*** Opening Information shown ***

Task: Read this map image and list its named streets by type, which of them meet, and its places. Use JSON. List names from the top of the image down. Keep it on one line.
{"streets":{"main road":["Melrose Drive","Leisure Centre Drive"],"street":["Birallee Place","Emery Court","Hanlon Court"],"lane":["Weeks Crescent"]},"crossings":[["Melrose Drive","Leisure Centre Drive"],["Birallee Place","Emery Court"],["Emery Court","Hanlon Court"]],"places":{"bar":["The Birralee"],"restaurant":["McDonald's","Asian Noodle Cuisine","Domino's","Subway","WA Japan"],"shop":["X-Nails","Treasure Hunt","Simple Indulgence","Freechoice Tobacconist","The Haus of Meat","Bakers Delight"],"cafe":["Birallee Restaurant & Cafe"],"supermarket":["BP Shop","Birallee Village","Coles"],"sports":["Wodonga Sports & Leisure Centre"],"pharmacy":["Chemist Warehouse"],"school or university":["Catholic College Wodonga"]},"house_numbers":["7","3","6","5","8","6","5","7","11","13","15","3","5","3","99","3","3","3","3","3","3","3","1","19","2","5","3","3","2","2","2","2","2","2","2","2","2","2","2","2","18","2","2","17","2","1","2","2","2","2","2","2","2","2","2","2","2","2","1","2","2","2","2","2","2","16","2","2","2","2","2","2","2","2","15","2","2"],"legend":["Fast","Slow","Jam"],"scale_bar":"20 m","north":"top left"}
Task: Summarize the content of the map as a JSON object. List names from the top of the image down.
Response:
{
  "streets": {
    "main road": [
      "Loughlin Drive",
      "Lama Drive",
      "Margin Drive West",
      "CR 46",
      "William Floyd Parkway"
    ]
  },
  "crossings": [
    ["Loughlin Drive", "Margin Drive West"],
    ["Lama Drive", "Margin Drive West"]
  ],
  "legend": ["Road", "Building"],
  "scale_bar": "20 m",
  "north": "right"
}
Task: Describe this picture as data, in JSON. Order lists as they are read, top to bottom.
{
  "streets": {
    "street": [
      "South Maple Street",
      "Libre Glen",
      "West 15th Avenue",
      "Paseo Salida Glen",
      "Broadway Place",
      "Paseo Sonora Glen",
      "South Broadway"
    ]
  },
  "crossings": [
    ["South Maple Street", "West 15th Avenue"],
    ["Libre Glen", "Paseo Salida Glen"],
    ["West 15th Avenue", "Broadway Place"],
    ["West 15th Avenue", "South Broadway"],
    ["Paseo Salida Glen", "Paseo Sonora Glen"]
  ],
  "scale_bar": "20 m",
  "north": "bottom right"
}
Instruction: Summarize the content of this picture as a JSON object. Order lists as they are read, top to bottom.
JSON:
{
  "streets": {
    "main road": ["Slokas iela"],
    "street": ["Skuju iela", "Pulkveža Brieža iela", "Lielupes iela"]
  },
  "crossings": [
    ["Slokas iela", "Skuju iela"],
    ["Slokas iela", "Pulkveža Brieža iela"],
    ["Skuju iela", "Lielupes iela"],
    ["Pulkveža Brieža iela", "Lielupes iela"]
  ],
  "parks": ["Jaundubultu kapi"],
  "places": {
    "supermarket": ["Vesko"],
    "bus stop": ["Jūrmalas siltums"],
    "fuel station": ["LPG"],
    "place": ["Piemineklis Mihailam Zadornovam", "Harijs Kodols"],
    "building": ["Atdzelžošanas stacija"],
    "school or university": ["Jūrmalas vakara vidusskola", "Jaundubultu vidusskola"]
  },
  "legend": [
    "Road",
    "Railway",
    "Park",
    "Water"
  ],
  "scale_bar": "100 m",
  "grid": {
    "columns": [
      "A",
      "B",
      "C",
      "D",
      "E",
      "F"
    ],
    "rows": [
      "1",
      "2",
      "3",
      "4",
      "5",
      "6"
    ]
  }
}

*** Closing Information shown ***

Task prompt:
Print all of the entries exactly as they are written.

Response to the exercise:
Task: Read this map image and list its named streets by type, which of them meet, and its places. Use JSON. List names from the top of the image down. Keep it on one line.
{"streets":{"main road":["Melrose Drive","Leisure Centre Drive"],"street":["Birallee Place","Emery Court","Hanlon Court"],"lane":["Weeks Crescent"]},"crossings":[["Melrose Drive","Leisure Centre Drive"],["Birallee Place","Emery Court"],["Emery Court","Hanlon Court"]],"places":{"bar":["The Birralee"],"restaurant":["McDonald's","Asian Noodle Cuisine","Domino's","Subway","WA Japan"],"shop":["X-Nails","Treasure Hunt","Simple Indulgence","Freechoice Tobacconist","The Haus of Meat","Bakers Delight"],"cafe":["Birallee Restaurant & Cafe"],"supermarket":["BP Shop","Birallee Village","Coles"],"sports":["Wodonga Sports & Leisure Centre"],"pharmacy":["Chemist Warehouse"],"school or university":["Catholic College Wodonga"]},"house_numbers":["7","3","6","5","8","6","5","7","11","13","15","3","5","3","99","3","3","3","3","3","3","3","1","19","2","5","3","3","2","2","2","2","2","2","2","2","2","2","2","2","18","2","2","17","2","1","2","2","2","2","2","2","2","2","2","2","2","2","1","2","2","2","2","2","2","16","2","2","2","2","2","2","2","2","15","2","2"],"legend":["Fast","Slow","Jam"],"scale_bar":"20 m","north":"top left"}
Task: Summarize the content of the map as a JSON object. List names from the top of the image down.
Response:
{
  "streets": {
    "main road": [
      "Loughlin Drive",
      "Lama Drive",
      "Margin Drive West",
      "CR 46",
      "William Floyd Parkway"
    ]
  },
  "crossings": [
    ["Loughlin Drive", "Margin Drive West"],
    ["Lama Drive", "Margin Drive West"]
  ],
  "legend": ["Road", "Building"],
  "scale_bar": "20 m",
  "north": "right"
}
Task: Describe this picture as data, in JSON. Order lists as they are read, top to bottom.
{
  "streets": {
    "street": [
      "South Maple Street",
      "Libre Glen",
      "West 15th Avenue",
      "Paseo Salida Glen",
      "Broadway Place",
      "Paseo Sonora Glen",
      "South Broadway"
    ]
  },
  "crossings": [
    ["South Maple Street", "West 15th Avenue"],
    ["Libre Glen", "Paseo Salida Glen"],
    ["West 15th Avenue", "Broadway Place"],
    ["West 15th Avenue", "South Broadway"],
    ["Paseo Salida Glen", "Paseo Sonora Glen"]
  ],
  "scale_bar": "20 m",
  "north": "bottom right"
}
Instruction: Summarize the content of this picture as a JSON object. Order lists as they are read, top to bottom.
JSON:
{
  "streets": {
    "main road": ["Slokas iela"],
    "street": ["Skuju iela", "Pulkveža Brieža iela", "Lielupes iela"]
  },
  "crossings": [
    ["Slokas iela", "Skuju iela"],
    ["Slokas iela", "Pulkveža Brieža iela"],
    ["Skuju iela", "Lielupes iela"],
    ["Pulkveža Brieža iela", "Lielupes iela"]
  ],
  "parks": ["Jaundubultu kapi"],
  "places": {
    "supermarket": ["Vesko"],
    "bus stop": ["Jūrmalas siltums"],
    "fuel station": ["LPG"],
    "place": ["Piemineklis Mihailam Zadornovam", "Harijs Kodols"],
    "building": ["Atdzelžošanas stacija"],
    "school or university": ["Jūrmalas vakara vidusskola", "Jaundubultu vidusskola"]
  },
  "legend": [
    "Road",
    "Railway",
    "Park",
    "Water"
  ],
  "scale_bar": "100 m",
  "grid": {
    "columns": [
      "A",
      "B",
      "C",
      "D",
      "E",
      "F"
    ],
    "rows": [
      "1",
      "2",
      "3",
      "4",
      "5",
      "6"
    ]
  }
}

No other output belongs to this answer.